MGSV is populated by moments like that. The intended drama or scaling tension of the story didn’t hit the notes it wanted, and whether you want to blame Konami for not having reverence or Kojima for having too much reverence is a matter of perspective. I think everyone will agree that restructuring the company during the development of one of their biggest, most hyped games to date was an incredibly stupid decision on Kozuki’s part, but even if they didn’t I’m not sure Kojima’s dream for MGSV was realistic to begin with.
As they say, “art is never finished, only abandoned” and nowhere is that more true than in the entertainment business.

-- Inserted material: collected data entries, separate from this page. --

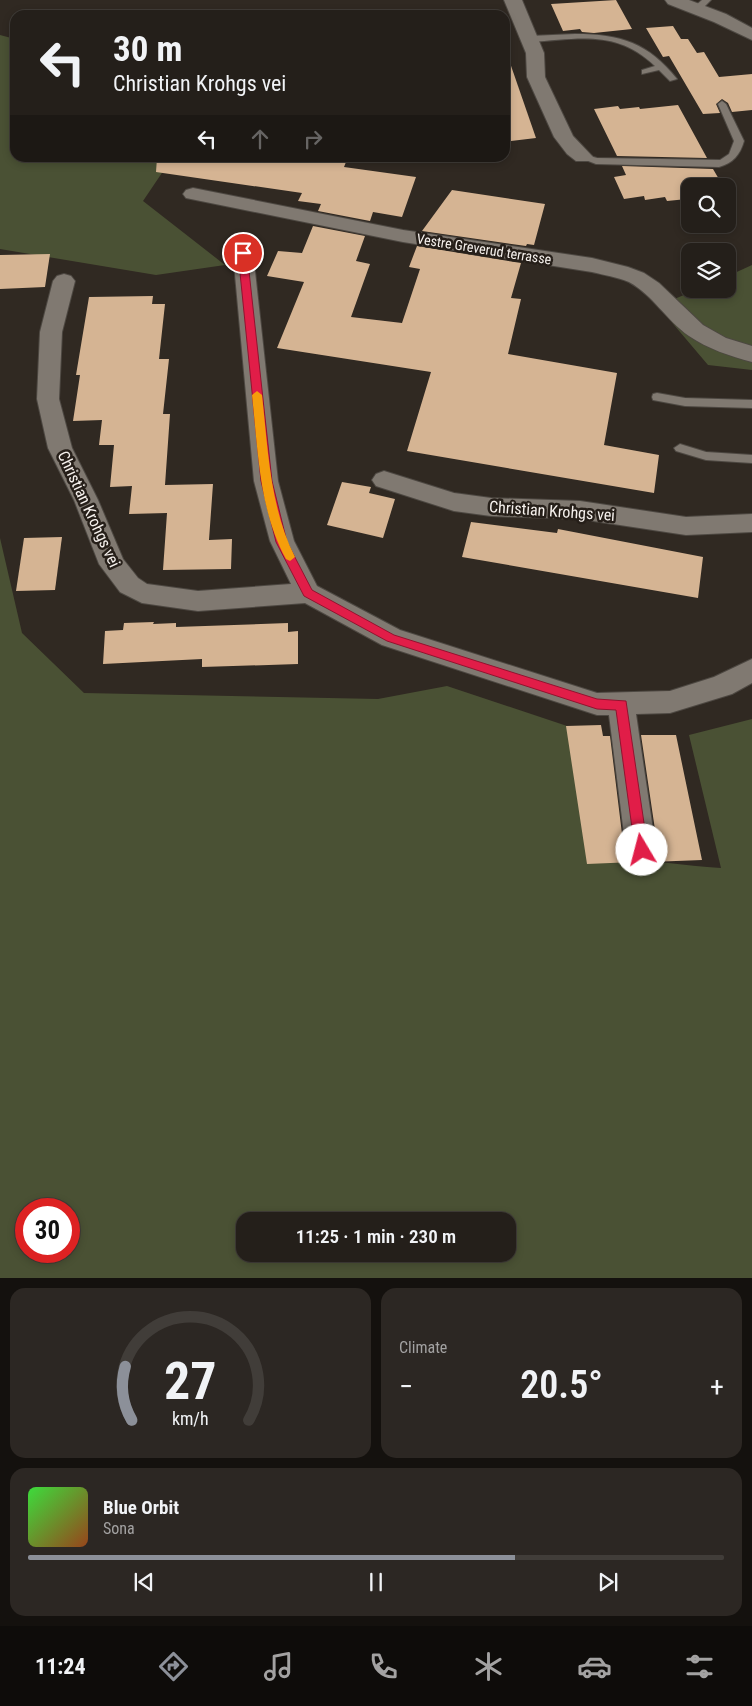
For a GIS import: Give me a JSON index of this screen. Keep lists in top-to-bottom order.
{
  "streets": {
    "street": ["Vestre Greverud terrasse", "Christian Krohgs vei"]
  },
  "page": {
    "turn": ["30 m", "Christian Krohgs vei"],
    "limit": "30",
    "trip": "11:25 · 1 min · 230 m",
    "tile": "Climate",
    "heat": ["−", "20.5°", "+"],
    "song": ["Blue Orbit", "Sona"],
    "tabs": "11:24",
    "gauge": ["27", "km/h"]
  }
}
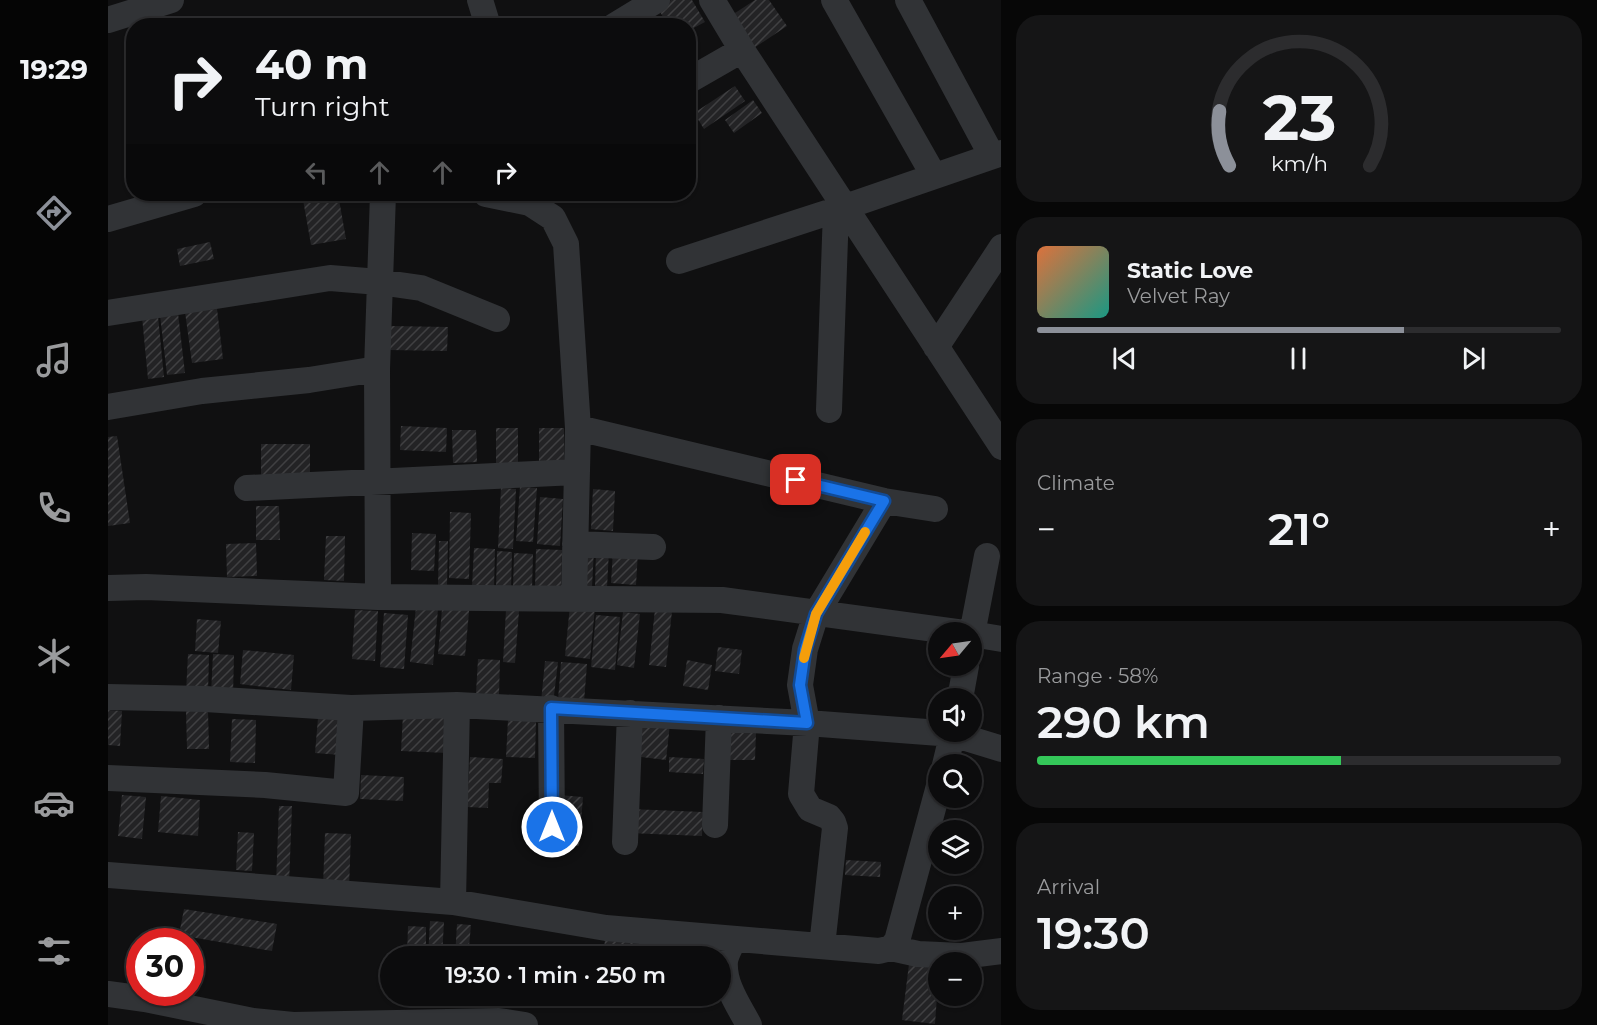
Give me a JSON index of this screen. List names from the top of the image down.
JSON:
{
  "north": "bottom left",
  "page": {
    "tabs": "19:29",
    "turn": ["40 m", "Turn right"],
    "song": ["Static Love", "Velvet Ray"],
    "tile": [
      "Climate",
      ["Range · 58%", "290 km"],
      ["Arrival", "19:30"]
    ],
    "heat": ["−", "21°", "+"],
    "map_buttons": ["+", "−"],
    "limit": "30",
    "trip": "19:30 · 1 min · 250 m",
    "gauge": ["23", "km/h"]
  }
}
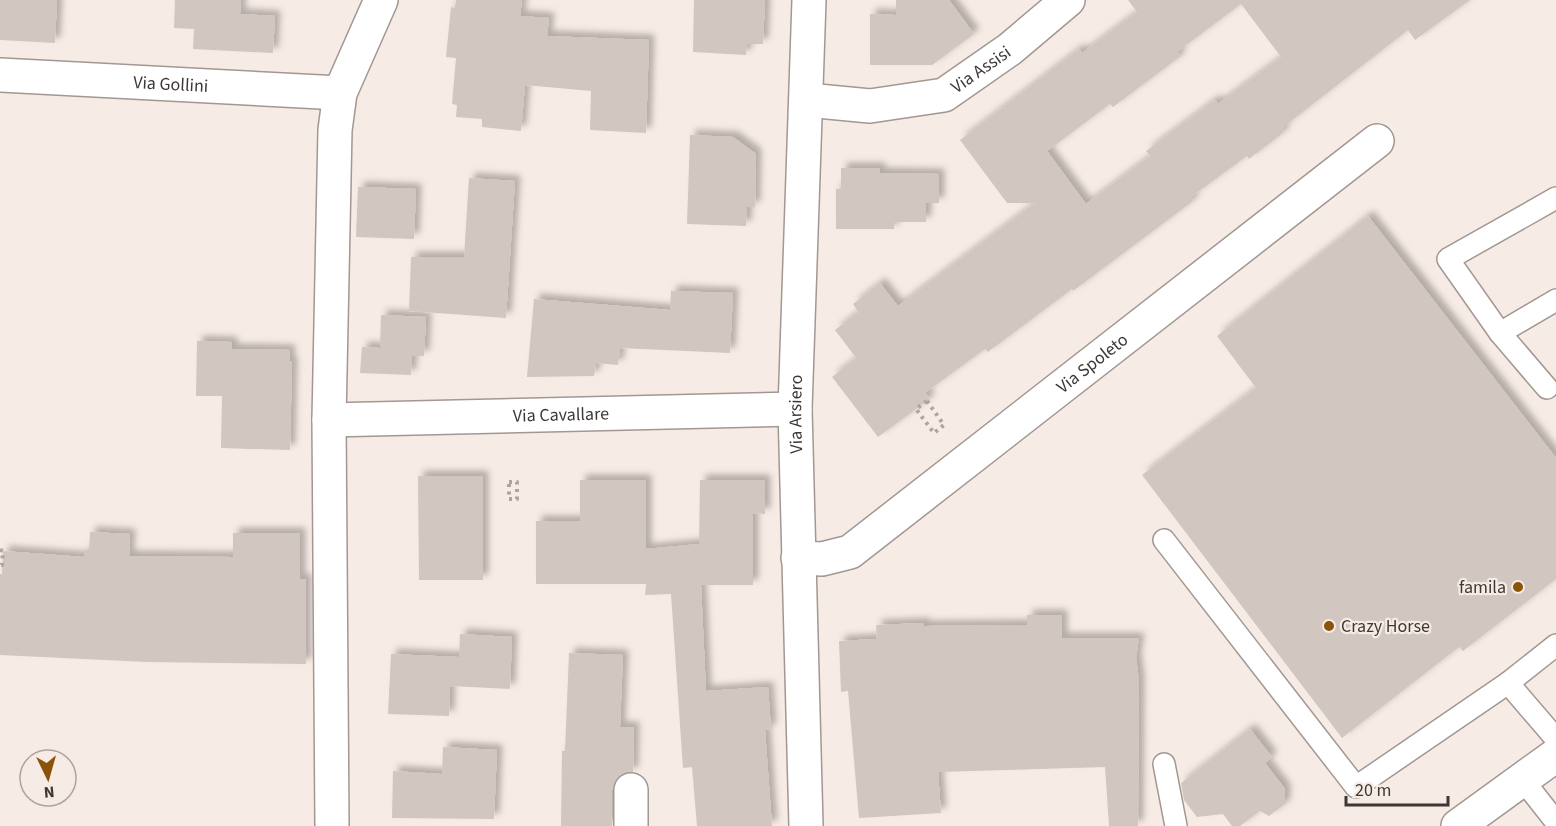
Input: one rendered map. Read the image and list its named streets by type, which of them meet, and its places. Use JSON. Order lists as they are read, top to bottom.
{
  "streets": {
    "street": [
      "Via Assisi",
      "Via Gollini",
      "Via Spoleto",
      "Via Arsiero",
      "Via Cavallare"
    ]
  },
  "crossings": [
    ["Via Assisi", "Via Arsiero"],
    ["Via Spoleto", "Via Arsiero"],
    ["Via Arsiero", "Via Cavallare"]
  ],
  "places": ["famila", "Crazy Horse"],
  "scale_bar": "20 m",
  "north": "bottom"
}
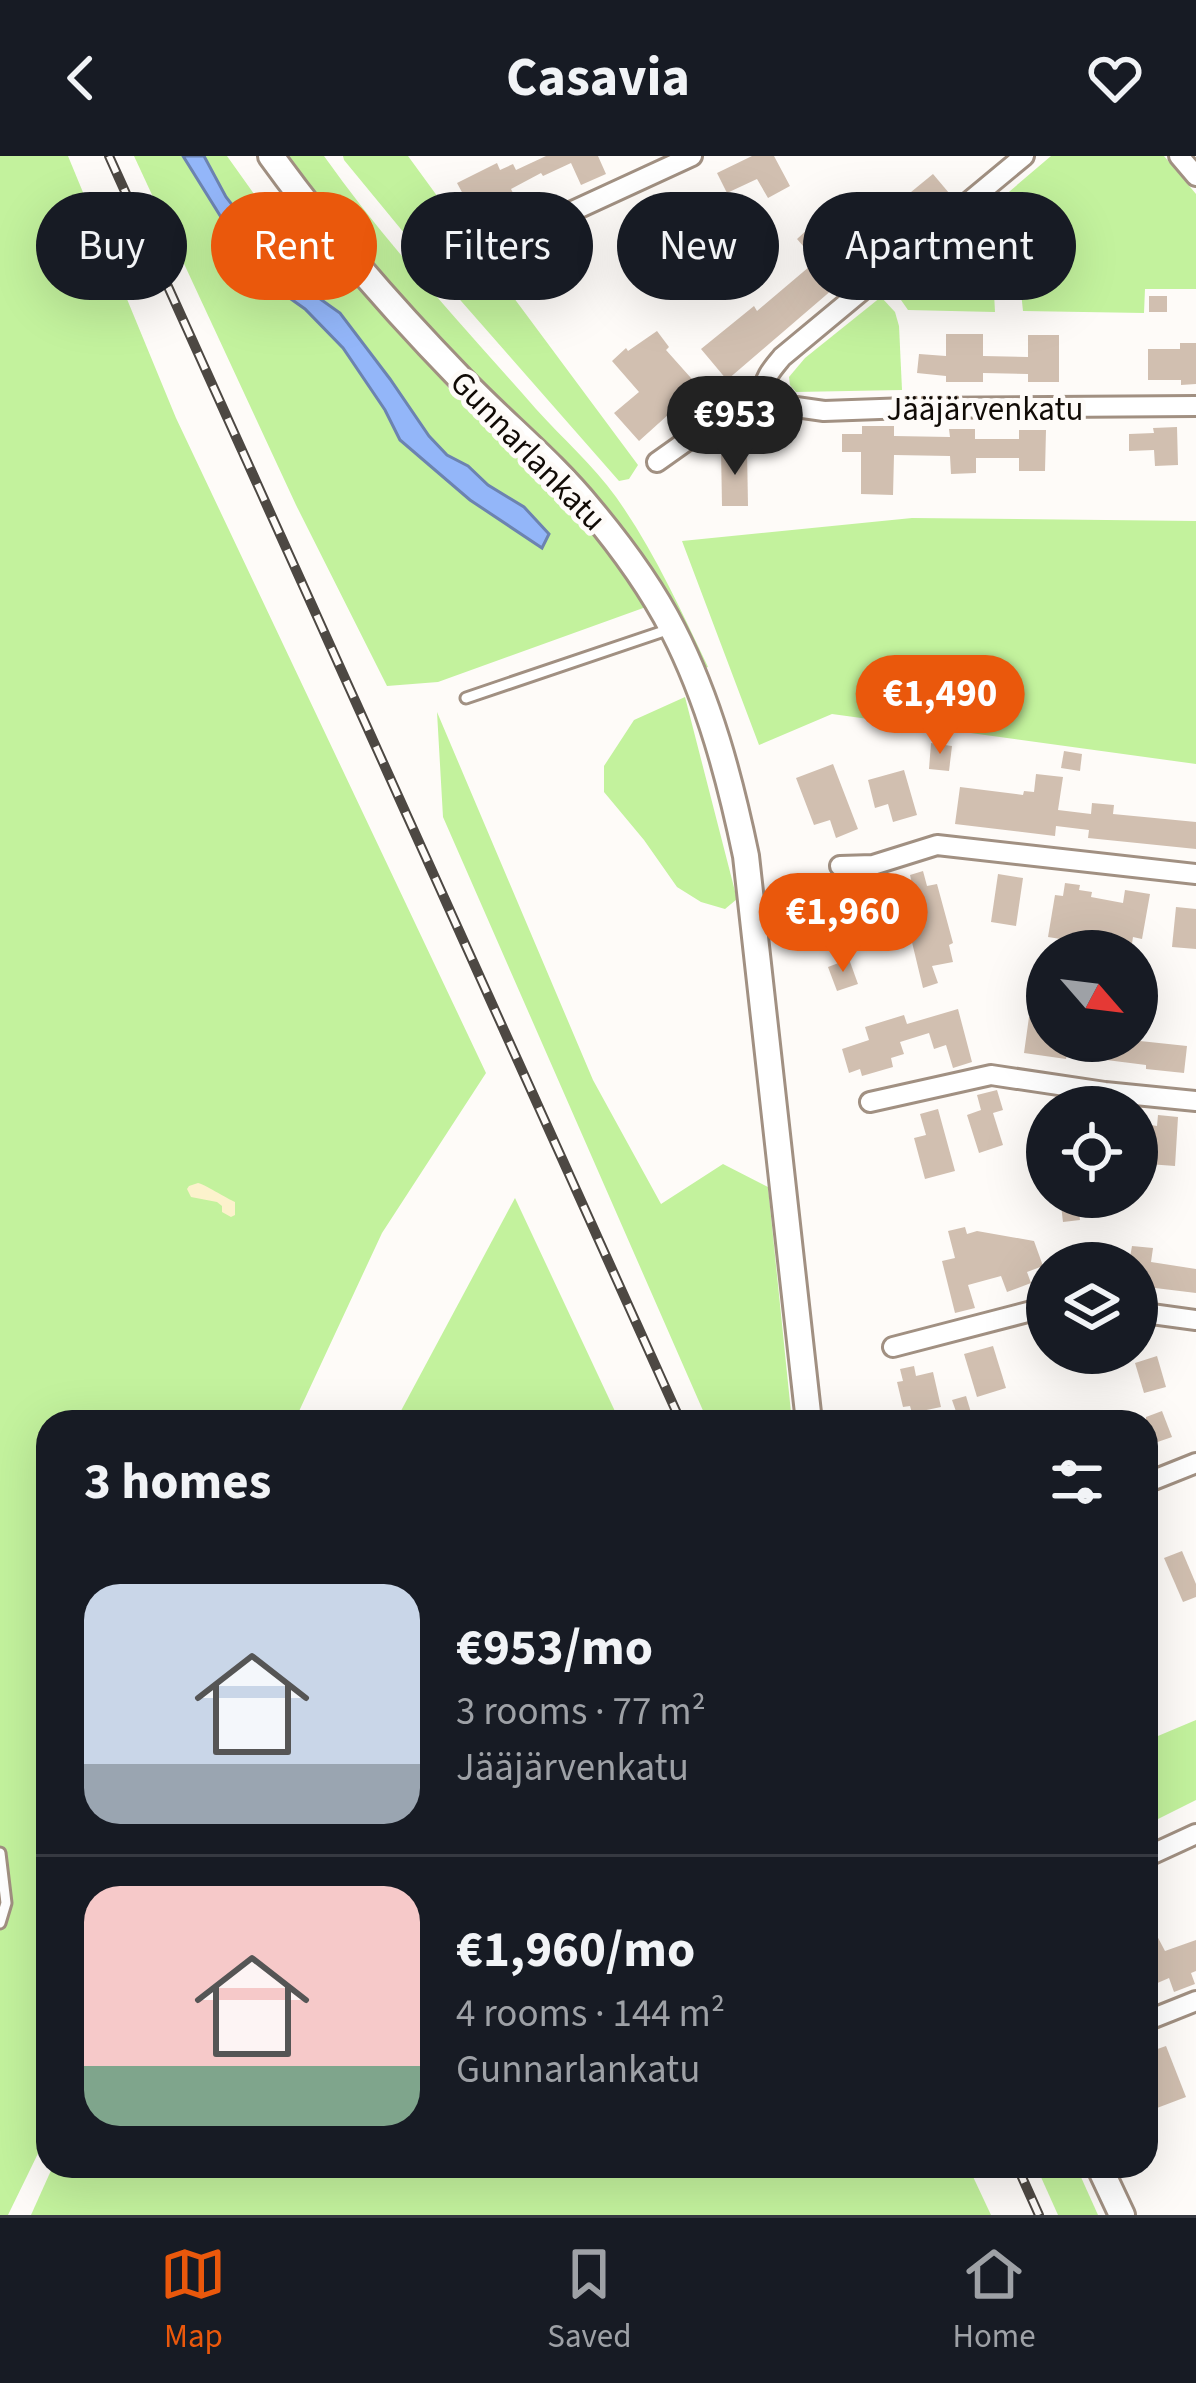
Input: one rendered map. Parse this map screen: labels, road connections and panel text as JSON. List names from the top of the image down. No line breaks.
{"streets":{"street":["Jääjärvenkatu","Gunnarlankatu"]},"north":"bottom right","page":{"header":"Casavia","chip":["Buy","Rent","Filters","New","Apartment"],"price":["€953","€1,490","€1,960"],"heading":"3 homes","list":[{"name":"€953/mo","note":"3 rooms · 77 m² · Jääjärvenkatu"},{"name":"€1,960/mo","note":"4 rooms · 144 m² · Gunnarlankatu"}],"tabs":["Map","Saved","Home"]}}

While Kojima’s name is still stamped all over MGSV (despite Konami’s attempts to remove it), it’s development was not a one man show and the budget did not come out of his own pockets. Receiving the man-power, money and business faith to make a big budget game is never something to take lightly and does not leave space for the level of perfectionism Kojima has fallen prey for.
I’m happily astonished that he managed to get away with it for so long, with the best example being the easily missable TV stations at the start of 4 which are completely ancillary and, if not made largely on good faith, would have cost buckets. Hell, what about 2 being a game purposely designed to piss off the fans? Or the weird-ass hack n’ slash dream sequence in 3? What other game director could ever possibly get away with that madness? And what other company other than Konami could have facilitated it?
The irony is that it seems that the first time Konami started to actually pay attention to their game development wing in a long time was to downscale it and help ruin what should have been a spectacular swansong.
While I doubt we’ll ever get the MGSV Kojima intended for us, nobody can say for certain yet. The fate of the Fox Engine is in limbo too and to only use it for one (and-a-half) games wouldn’t make sense from an artistic aspect or a business aspect. Yet the Bizarro-logic that’s rattling around upper-management’s head means anything is possible, and that you’ll most likely hate it.
This is no way for Metal Gear Solid to end. The tragedy isn’t that Big Boss becomes a war-monger, it’s that we don’t see him become a war-monger. Blame Konami or blame Kojima, it doesn’t matter in this most perfect of shit-storms. Not to hammer an over-used pun, but Phantom Pain really is the term for it.
To end on a positive though, despite all this, MGSV managed to be a damn fine game regardless. It’s safe to say that we will never see anything like it again.